In a recent appearance on WNDB’s Marc Bernier Show, VTO President Andrew Spar said the School Board isn’t living up to the promise it made last year of making pay raises for teachers a priority.

“Our district must focus on ensuring that we have the best public schools our children deserve,” Spar said. “To do this, we must retain and recruit the best teachers. Unfortunately, that is not happening in our district.”

VTO’s recent proposal to increase teacher pay by either 4% or 5% across the board was rejected by the district earlier this month, with VCS instead offering no pay increase for this school year.

On top of that, Spar says VCS wants its employees to pay between $1,200 and $4,500 for health insurance premiums beginning next school year in return for possible pay increases.

“That is a pay cut,” Spar stated. “Things are not getting better in Volusia. They are getting worse.”

Spar admitted that the union would consider making some changes to health insurance premiums that could save the school district money in the future, but the union won’t accept any plan that leads to less money in teachers’ pockets.
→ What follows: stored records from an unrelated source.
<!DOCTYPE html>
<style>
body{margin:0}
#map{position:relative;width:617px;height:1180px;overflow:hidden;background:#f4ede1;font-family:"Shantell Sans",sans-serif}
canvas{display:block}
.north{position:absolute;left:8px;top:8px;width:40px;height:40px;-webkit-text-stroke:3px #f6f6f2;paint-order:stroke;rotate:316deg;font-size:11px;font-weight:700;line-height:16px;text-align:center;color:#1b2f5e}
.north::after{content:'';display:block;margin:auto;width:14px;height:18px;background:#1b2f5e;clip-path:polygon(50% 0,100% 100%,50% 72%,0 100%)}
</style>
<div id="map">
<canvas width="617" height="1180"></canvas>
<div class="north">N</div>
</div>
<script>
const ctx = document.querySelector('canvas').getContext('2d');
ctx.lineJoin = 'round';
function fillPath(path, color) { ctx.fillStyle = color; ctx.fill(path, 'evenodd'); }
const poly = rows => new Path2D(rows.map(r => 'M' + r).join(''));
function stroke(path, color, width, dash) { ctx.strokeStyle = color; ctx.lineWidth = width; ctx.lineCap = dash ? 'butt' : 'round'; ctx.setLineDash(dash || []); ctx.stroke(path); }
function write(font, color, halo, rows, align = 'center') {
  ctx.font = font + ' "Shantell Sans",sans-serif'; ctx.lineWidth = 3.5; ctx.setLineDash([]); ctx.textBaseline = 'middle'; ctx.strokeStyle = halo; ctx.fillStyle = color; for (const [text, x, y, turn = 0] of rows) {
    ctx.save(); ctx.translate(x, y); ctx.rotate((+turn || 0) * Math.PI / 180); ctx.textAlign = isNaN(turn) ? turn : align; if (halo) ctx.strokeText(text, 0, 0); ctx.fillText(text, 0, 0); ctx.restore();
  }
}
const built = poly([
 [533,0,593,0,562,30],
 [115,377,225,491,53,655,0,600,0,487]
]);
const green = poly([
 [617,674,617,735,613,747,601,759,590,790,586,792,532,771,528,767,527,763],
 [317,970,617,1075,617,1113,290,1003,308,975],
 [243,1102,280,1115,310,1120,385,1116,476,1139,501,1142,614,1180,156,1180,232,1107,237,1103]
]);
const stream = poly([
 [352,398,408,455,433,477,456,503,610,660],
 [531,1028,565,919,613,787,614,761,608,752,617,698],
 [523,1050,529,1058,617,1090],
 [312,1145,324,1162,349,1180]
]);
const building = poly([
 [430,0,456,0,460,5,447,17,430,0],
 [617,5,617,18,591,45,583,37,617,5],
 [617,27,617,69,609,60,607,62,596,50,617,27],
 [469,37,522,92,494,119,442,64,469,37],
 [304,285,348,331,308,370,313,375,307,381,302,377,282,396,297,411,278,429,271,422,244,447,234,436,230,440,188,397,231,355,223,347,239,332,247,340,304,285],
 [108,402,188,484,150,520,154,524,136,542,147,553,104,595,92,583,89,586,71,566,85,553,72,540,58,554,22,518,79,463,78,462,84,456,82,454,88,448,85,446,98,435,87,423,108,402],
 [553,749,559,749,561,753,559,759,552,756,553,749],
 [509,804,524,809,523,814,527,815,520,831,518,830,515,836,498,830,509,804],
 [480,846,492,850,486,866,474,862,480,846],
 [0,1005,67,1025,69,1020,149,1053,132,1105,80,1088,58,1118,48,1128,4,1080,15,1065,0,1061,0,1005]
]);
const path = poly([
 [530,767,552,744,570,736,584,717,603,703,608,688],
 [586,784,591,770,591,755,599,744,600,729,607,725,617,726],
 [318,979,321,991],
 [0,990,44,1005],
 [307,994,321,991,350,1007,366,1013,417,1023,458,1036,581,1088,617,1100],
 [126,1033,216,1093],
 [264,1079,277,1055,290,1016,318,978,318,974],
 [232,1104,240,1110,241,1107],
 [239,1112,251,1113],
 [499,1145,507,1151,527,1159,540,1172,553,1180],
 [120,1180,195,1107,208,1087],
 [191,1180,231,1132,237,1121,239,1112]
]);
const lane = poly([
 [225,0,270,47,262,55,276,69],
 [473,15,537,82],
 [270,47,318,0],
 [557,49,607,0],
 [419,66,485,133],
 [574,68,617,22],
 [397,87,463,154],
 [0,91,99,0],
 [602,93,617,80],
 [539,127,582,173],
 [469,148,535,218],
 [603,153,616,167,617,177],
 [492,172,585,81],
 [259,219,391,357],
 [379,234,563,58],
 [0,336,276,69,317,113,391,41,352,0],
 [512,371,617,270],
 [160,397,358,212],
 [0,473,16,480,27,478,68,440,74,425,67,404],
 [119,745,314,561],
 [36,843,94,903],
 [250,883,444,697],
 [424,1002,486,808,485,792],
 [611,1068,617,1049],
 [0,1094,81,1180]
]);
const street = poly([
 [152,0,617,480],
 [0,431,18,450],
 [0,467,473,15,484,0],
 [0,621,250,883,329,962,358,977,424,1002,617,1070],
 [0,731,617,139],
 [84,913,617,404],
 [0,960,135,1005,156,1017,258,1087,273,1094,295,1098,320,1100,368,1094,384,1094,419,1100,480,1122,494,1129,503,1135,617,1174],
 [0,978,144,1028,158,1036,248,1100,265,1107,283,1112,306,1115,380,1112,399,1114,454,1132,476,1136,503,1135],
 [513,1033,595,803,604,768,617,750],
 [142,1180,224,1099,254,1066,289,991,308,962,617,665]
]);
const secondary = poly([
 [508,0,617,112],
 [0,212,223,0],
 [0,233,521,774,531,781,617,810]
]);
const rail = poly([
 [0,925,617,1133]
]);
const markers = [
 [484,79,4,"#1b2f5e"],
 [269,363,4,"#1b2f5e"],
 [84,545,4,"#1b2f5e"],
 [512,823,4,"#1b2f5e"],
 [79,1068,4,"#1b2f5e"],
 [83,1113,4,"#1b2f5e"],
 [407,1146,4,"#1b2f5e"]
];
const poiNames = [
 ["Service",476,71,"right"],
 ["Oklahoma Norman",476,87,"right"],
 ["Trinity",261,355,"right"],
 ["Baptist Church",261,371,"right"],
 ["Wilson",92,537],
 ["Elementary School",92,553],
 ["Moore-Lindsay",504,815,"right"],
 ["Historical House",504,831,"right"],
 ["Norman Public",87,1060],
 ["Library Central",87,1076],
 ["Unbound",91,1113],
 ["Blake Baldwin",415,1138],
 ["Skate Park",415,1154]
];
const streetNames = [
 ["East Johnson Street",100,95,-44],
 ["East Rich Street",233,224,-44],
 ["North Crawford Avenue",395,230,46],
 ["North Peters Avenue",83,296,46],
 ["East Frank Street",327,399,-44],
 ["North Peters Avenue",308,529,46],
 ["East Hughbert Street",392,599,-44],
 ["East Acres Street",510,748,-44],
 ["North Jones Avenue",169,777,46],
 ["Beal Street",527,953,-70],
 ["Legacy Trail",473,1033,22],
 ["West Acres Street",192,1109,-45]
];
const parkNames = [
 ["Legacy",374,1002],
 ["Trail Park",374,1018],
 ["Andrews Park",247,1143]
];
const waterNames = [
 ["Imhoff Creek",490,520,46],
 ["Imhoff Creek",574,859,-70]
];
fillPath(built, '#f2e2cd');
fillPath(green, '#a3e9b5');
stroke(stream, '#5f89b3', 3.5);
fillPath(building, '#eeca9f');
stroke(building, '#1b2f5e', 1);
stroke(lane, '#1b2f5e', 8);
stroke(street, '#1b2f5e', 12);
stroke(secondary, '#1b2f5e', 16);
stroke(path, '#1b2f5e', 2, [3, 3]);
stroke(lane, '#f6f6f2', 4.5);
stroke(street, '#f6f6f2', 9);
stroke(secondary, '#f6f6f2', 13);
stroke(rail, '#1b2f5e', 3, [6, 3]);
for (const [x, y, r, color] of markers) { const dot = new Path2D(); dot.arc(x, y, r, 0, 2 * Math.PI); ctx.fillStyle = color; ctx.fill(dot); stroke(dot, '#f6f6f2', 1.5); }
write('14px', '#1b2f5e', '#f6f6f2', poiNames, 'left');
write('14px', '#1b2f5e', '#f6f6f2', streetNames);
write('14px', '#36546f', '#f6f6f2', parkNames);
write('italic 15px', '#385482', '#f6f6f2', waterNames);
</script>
“It seems to me that our district wants to say [that] we will pay you worse than our surrounding counties [and] we will provide you with one of the worst benefits package of the surrounding counties [in] a place where most teachers already feel underappreciated,” Spar stated. “That does not sound like they want to keep or recruit teachers to our district.”
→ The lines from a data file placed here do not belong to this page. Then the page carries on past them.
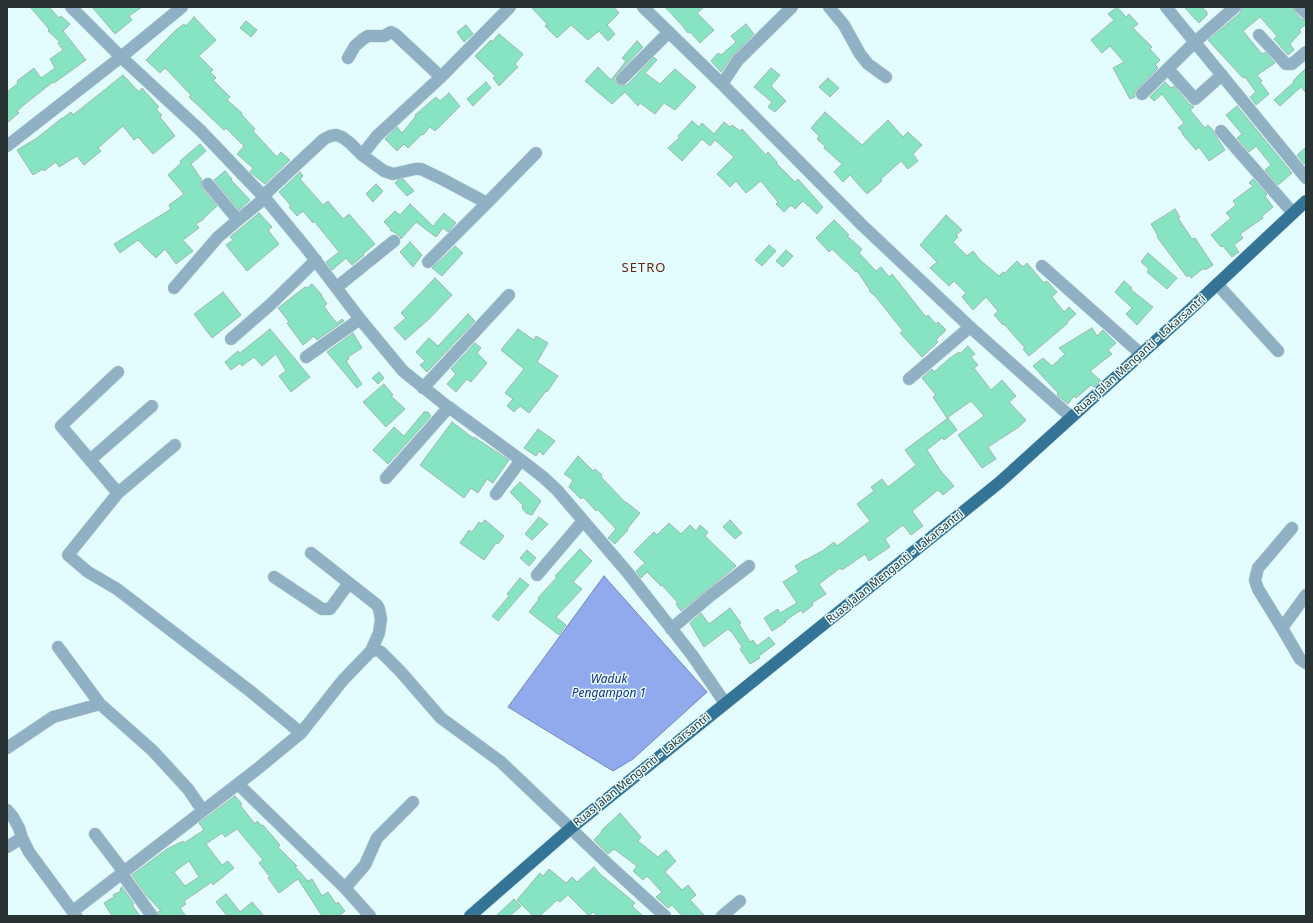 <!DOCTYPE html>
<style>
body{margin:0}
#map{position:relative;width:1313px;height:923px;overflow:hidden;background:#e3fdff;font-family:"Noto Sans",sans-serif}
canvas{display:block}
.frame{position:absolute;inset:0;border:8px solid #293333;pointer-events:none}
</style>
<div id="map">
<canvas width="1313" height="923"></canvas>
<div class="frame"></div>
</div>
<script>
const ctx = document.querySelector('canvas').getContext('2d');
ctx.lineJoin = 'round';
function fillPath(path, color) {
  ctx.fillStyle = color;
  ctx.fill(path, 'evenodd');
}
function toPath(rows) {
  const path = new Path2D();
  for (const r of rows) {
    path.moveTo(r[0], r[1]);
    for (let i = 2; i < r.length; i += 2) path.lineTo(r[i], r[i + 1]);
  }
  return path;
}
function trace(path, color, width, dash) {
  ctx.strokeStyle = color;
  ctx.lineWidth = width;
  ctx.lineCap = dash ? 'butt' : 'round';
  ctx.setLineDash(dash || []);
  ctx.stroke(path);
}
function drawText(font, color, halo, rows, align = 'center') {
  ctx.font = font + ' "Noto Sans",sans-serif';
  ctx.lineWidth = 3;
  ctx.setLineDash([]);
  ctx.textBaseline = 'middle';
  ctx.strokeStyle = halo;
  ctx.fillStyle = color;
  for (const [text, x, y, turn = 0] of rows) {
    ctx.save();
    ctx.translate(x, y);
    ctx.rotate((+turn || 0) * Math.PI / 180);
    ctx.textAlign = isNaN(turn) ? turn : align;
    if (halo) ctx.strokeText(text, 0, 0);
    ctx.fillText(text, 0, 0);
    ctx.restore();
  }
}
const water = toPath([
 [604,576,707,692,633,759,613,771,508,707,604,576]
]);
fillPath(water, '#91aaed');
trace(water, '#7286b5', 1);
const building = toPath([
 [30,7,49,7,59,18,61,16,70,24,63,31,86,60,54,83,53,82,25,104,17,111,19,113,7,123,7,92,18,83,17,81,34,68,41,78,55,68,50,59,63,50,58,43,60,42,48,31,49,29,30,7],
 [92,7,142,7,129,16,132,20,115,34,92,7],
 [531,7,614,7,619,13,607,25,615,34,608,41,599,31,588,40,571,25,557,38,545,26,547,24,531,7],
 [665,7,704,7,697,13,714,30,700,43,690,32,688,33,680,23,665,7],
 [1117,7,1126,17,1129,14,1138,24,1133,28,1152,47,1150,49,1160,60,1155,65,1158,68,1137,89,1135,92,1135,97,1130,99,1113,68,1124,62,1110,46,1102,53,1091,40,1114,20,1108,14,1117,7],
 [1184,7,1202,7,1207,12,1207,15,1199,23,1184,7],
 [1242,7,1293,7,1295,12,1301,19,1306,20,1306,24,1299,30,1301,32,1290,44,1294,50,1288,55,1274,39,1277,36,1260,17,1243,31,1262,54,1265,52,1275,63,1257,75,1262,81,1260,82,1269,94,1256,105,1250,97,1256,92,1245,77,1243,78,1208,40,1240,13,1242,7],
 [194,17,216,40,199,56,213,70,210,72,216,78,213,80,230,97,227,100,242,113,241,114,255,129,253,131,277,157,281,152,290,160,265,184,250,172,253,168,237,154,244,146,226,128,224,130,189,97,191,95,165,68,160,73,146,60,176,30,184,24,186,26,194,17],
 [246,21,257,30,251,37,240,28,246,21],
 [746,24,754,34,733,55,721,72,711,61,718,53,721,55,736,42,731,36,746,24],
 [466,25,473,34,464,42,457,32,466,25],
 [499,34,523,54,515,64,518,67,499,86,493,78,495,76,475,56,491,40,492,42,499,34],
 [637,41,643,47,617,74,615,77,615,81,620,86,627,85,654,57,657,60,645,73,660,84,675,69,696,87,675,110,664,103,655,114,640,103,638,106,625,92,612,104,585,81,598,67,611,80,626,61,622,58,637,41],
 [771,68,780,75,771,86,786,101,775,112,768,107,772,102,754,87,771,68],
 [1306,68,1306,93,1301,87,1280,106,1274,100,1294,82,1293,81,1306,68],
 [123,75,139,92,142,88,159,107,156,109,162,115,160,117,175,136,153,154,138,137,134,140,123,126,98,148,101,151,84,165,77,156,59,167,56,162,44,171,43,169,33,175,17,150,37,138,62,118,63,118,71,112,73,115,123,75],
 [828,78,839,88,830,97,819,87,828,78],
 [486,82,491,88,473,106,467,99,486,82],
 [1165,82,1171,88,1174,86,1189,104,1193,106,1194,107,1190,110,1205,128,1208,125,1214,131,1214,133,1225,150,1209,161,1199,147,1196,150,1182,134,1183,133,1178,128,1184,123,1162,94,1154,101,1150,97,1165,82],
 [449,93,460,106,435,131,430,127,423,135,422,134,408,148,404,144,397,151,385,139,397,127,402,133,416,116,415,115,436,97,440,101,449,93],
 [1237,106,1292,173,1278,185,1265,170,1271,165,1256,146,1249,152,1237,138,1242,134,1226,115,1237,106],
 [825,112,862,145,888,120,903,137,908,132,922,145,913,154,918,161,908,169,901,161,881,179,882,181,867,194,850,175,843,182,834,172,842,164,824,148,825,146,817,139,819,136,811,128,825,112],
 [692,121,699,127,702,123,714,134,724,122,730,127,732,125,740,131,742,129,766,155,768,152,777,162,776,163,795,182,798,179,823,207,817,214,803,201,795,209,791,205,784,212,776,204,778,202,761,181,746,193,736,181,730,187,717,174,734,157,715,140,710,146,702,139,682,161,668,148,679,138,678,136,692,121],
 [200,144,206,151,191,164,202,180,201,185,202,188,217,206,204,218,204,219,196,224,199,228,183,240,193,251,176,264,165,249,156,258,138,240,120,253,114,244,171,209,169,205,184,194,168,175,181,163,180,161,200,144],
 [1306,147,1306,163,1304,164,1297,155,1306,147],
 [225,171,232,179,231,180,250,200,239,210,214,180,225,171],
 [300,172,303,176,300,179,323,205,328,201,343,219,349,214,375,244,363,254,364,255,352,265,346,258,332,270,326,262,339,252,314,221,313,223,303,211,297,216,289,207,291,206,279,192,300,172],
 [403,179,414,191,407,196,395,183,398,180,403,179],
 [1253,179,1267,194,1265,196,1273,207,1262,216,1263,218,1240,234,1243,238,1234,245,1239,252,1232,257,1223,246,1221,247,1211,235,1231,218,1226,213,1236,205,1233,201,1253,186,1249,183,1253,179],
 [376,184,383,191,373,202,366,194,376,184],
 [410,204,433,226,444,213,456,223,448,232,443,228,436,237,416,222,401,239,400,236,390,230,391,229,384,222,395,211,400,215,410,204],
 [1175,209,1180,217,1178,218,1192,239,1195,238,1213,265,1205,270,1204,268,1191,278,1189,275,1187,277,1157,237,1158,236,1151,224,1175,209],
 [259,213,272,227,268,230,279,244,247,271,226,245,233,240,230,237,259,213],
 [946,215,962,230,956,235,958,237,953,242,967,256,973,251,980,260,999,276,1003,272,1005,273,1017,261,1023,267,1027,263,1044,283,1047,281,1057,292,1052,297,1064,312,1069,307,1076,314,1067,322,1068,323,1029,356,1023,349,1025,348,1004,324,1003,325,994,315,998,311,986,297,973,310,962,297,966,293,954,281,949,286,930,268,937,262,920,245,946,215],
 [834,220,849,235,847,236,862,249,859,253,876,271,881,267,889,277,892,274,926,317,928,315,936,324,938,322,946,330,936,340,938,342,922,357,900,333,903,331,876,297,869,291,870,290,857,271,856,272,832,249,829,252,816,238,834,220],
 [410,242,422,255,413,267,400,252,410,242],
 [769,245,776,251,762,266,755,260,769,245],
 [455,246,463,253,442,276,432,268,455,246],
 [786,250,793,256,783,267,776,261,786,250],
 [1148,253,1177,278,1167,289,1147,272,1149,269,1141,262,1148,253],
 [435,278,452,295,428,320,405,340,394,328,406,318,401,313,435,278],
 [1124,281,1132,288,1130,289,1153,307,1137,325,1126,314,1132,308,1115,292,1124,281],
 [312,284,322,295,321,295,327,304,324,306,330,315,337,323,342,319,344,321,317,340,314,336,303,345,287,323,289,322,278,308,305,287,307,288,312,284],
 [223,292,241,315,212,338,194,314,223,292],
 [468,314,475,321,427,372,420,365,425,361,416,352,429,338,438,346,468,314],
 [1092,328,1097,336,1103,330,1116,343,1108,350,1112,354,1090,371,1101,381,1094,387,1091,385,1076,398,1074,396,1068,404,1057,395,1058,393,1033,366,1043,358,1052,366,1065,354,1059,348,1092,328],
 [270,329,310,377,291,392,279,376,286,371,276,354,262,366,254,357,242,366,240,363,231,370,225,362,238,351,240,353,270,329],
 [518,329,534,340,536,336,548,343,537,362,558,376,547,392,546,391,529,413,520,406,514,412,507,406,513,399,505,393,524,369,501,350,518,329],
 [353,333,362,348,348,357,349,359,346,361,362,384,357,388,327,352,353,333],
 [475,343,481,348,477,353,487,363,471,382,467,379,456,392,447,384,456,374,451,369,475,343],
 [968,346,975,354,971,357,978,365,974,368,991,390,1002,380,1016,396,1009,402,1026,420,1019,427,988,447,996,459,982,468,958,435,984,416,971,401,947,418,933,397,936,395,922,378,932,369,934,372,950,358,959,352,960,354,968,346],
 [379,372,384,378,378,384,372,378,379,372],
 [384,384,393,395,391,396,405,409,386,427,363,402,384,384],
 [424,412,428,412,431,416,388,464,373,450,394,427,404,436,424,412],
 [948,418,957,430,944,440,942,438,927,450,940,470,954,486,943,495,938,490,912,511,923,526,911,535,903,525,885,539,890,547,869,561,865,554,842,570,840,568,819,584,826,594,812,603,813,605,803,613,801,610,785,621,786,622,772,631,764,618,778,609,780,613,797,603,783,582,799,572,795,566,806,559,806,560,820,552,821,552,834,542,837,546,870,521,857,504,874,491,871,487,882,479,888,487,916,465,905,450,948,418],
 [452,422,473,438,474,437,509,460,493,483,487,479,478,493,471,488,464,498,420,465,452,422],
 [538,429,555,441,543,455,539,451,536,456,524,448,538,429],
 [578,456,593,471,595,469,602,475,601,477,626,503,626,502,640,513,627,529,628,530,615,544,608,538,616,529,597,509,596,511,583,497,581,499,569,487,573,480,564,474,578,456],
 [520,482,541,501,532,515,526,513,522,508,523,505,510,492,520,482],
 [539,517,548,524,532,540,525,534,539,517],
 [485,520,504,536,498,544,496,543,484,560,460,543,469,530,472,532,479,522,481,524,485,520],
 [730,520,742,533,735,539,723,527,730,520],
 [669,523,681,534,690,525,696,531,700,525,708,532,705,536,736,566,681,611,676,604,678,603,662,585,661,586,647,572,641,578,636,571,645,563,634,552,654,532,657,535,669,523],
 [580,549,592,561,573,582,582,589,556,617,566,625,559,635,529,612,539,599,538,598,557,577,555,576,580,549],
 [527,550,536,558,529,566,520,558,527,550],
 [520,578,529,585,498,621,492,616,509,596,507,594,520,578],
 [730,608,741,623,739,624,750,642,753,640,757,646,769,637,775,644,759,656,760,658,750,664,740,649,742,647,731,631,730,631,728,629,704,647,690,623,701,613,709,624,730,608],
 [235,796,242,804,240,805,255,824,257,821,262,826,263,825,280,845,278,847,297,866,295,867,308,881,312,879,322,896,328,892,336,904,338,902,345,911,339,916,322,916,298,879,279,893,268,878,270,877,259,863,263,860,237,829,225,837,222,833,206,844,222,865,228,861,234,868,213,885,212,882,184,901,186,904,180,908,186,916,159,916,158,912,161,911,146,895,132,875,167,849,183,841,184,843,204,830,199,823,235,796],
 [189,861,199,877,185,886,174,872,189,861],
 [620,813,641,837,638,841,658,857,666,850,676,861,665,872,682,890,688,885,696,895,690,900,705,916,682,916,672,905,668,908,656,897,662,892,647,876,643,880,633,871,637,866,614,849,608,854,594,840,602,832,601,831,620,813],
 [594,867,600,874,635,903,632,906,643,916,598,916,593,912,589,916,568,895,560,902,557,900,540,916,533,916,517,900,540,873,543,876,549,869,566,883,572,877,577,882,594,867],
 [122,887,134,904,132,905,140,916,112,916,104,903,114,897,113,895,121,891,120,889,122,887],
 [226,894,240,912,252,902,264,916,227,916,216,902,226,894],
 [514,899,521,906,510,916,496,916,514,899]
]);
fillPath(building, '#87e4c3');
trace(building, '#a0b6ad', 1);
const minor = toPath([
 [71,7,121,57,201,131,265,198,307,249,360,319,403,371,443,403,521,460,543,477,557,490,628,573,692,655,725,703],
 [643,7,722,84,862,225,970,327,1071,417],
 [829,7,844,25,860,54,868,64,886,77],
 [1166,7,1306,178],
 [1300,7,1306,13],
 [1259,35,1286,64,1292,64,1306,52],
 [348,58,355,46,363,39,368,36,384,36,391,32,395,34,441,77],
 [1168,69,1195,99,1222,75],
 [622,79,669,32],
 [722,84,738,60,792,7],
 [1142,94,1195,42,1235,7],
 [1221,131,1293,213],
 [7,146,121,57,182,7],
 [362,155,377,136,441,77,510,7],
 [208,184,238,220],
 [263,196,324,139,330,136,336,135,342,137,350,143,362,155,384,171,393,174,415,169,421,169,442,179,487,203],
 [428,262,487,203,536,153],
 [1042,266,1141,354],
 [1217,284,1278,351],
 [337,287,394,241],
 [174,288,218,237,238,220,265,198],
 [231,339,271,304,316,260],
 [306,357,360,319],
 [909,379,970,327],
 [423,388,509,295],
 [175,445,118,493,68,555,88,572,117,589,250,691,301,733],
 [90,460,61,426,118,372],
 [386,478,449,407],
 [118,493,90,460,152,406],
 [496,494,521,460],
 [1292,528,1258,568,1255,580,1258,589,1282,628,1300,659,1306,663],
 [537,575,583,521],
 [274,577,322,609,330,609,349,583],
 [1282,628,1306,595],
 [671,629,710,596,749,566],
 [58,647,100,704],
 [371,651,377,650,381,652,400,671,441,718,501,762,611,867,665,916],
 [7,748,53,717,100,704,152,750,188,789,203,811],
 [238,784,345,888,370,916],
 [7,810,13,817,19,828,22,838],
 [95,834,124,872],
 [7,847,22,838,29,852,76,916],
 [122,874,152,916],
 [345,888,365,865,377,838,413,802],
 [73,911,256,770,301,733,343,680,371,651,379,633,381,619,379,609,377,605,311,553],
 [722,916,740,901]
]);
const major = toPath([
 [470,916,571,828,1000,482,1181,318,1306,201]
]);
trace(minor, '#c2d9da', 13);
trace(major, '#c2d9da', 13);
trace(minor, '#90b0c4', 12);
trace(major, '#337497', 12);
drawText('11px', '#293333', '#e3fdff', [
 ["Ruas Jalan Menganti - Lakarsantri",1140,355,-42],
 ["Ruas Jalan Menganti - Lakarsantri",895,567,-39],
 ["Ruas Jalan Menganti - Lakarsantri",642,770,-39]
]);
drawText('italic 12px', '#1c2d79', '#e3fdff', [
 ["Waduk",609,680],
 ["Pengampon 1",609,694]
]);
ctx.letterSpacing = '1px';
drawText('13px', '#652310', '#e3fdff', [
 ["SETRO",644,268]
]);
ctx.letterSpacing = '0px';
</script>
VCS officials said during the last school board meeting that 75% of the savings from their health insurance proposal would leave enough money free to offer a 3.15% pay increase for teachers, but Spar claims that would only net most teachers an extra $1,150 after taxes and retirement and that most teachers would actually lose money in the end.

VTO and VCS took nearly a year to negotiate the last deal, which saw teachers get an average of 2.78% in raises once it was approved by both sides last May. Those raises were retroactive since teachers continued to work without a contract in place.

That deal saw beginning teachers start out with a yearly salary of $37,000 – a $1,000 increase – and the implementation of state-mandated performance pay after union members refused to work past their mandatory hours for months and organized protests wherever the School Board met.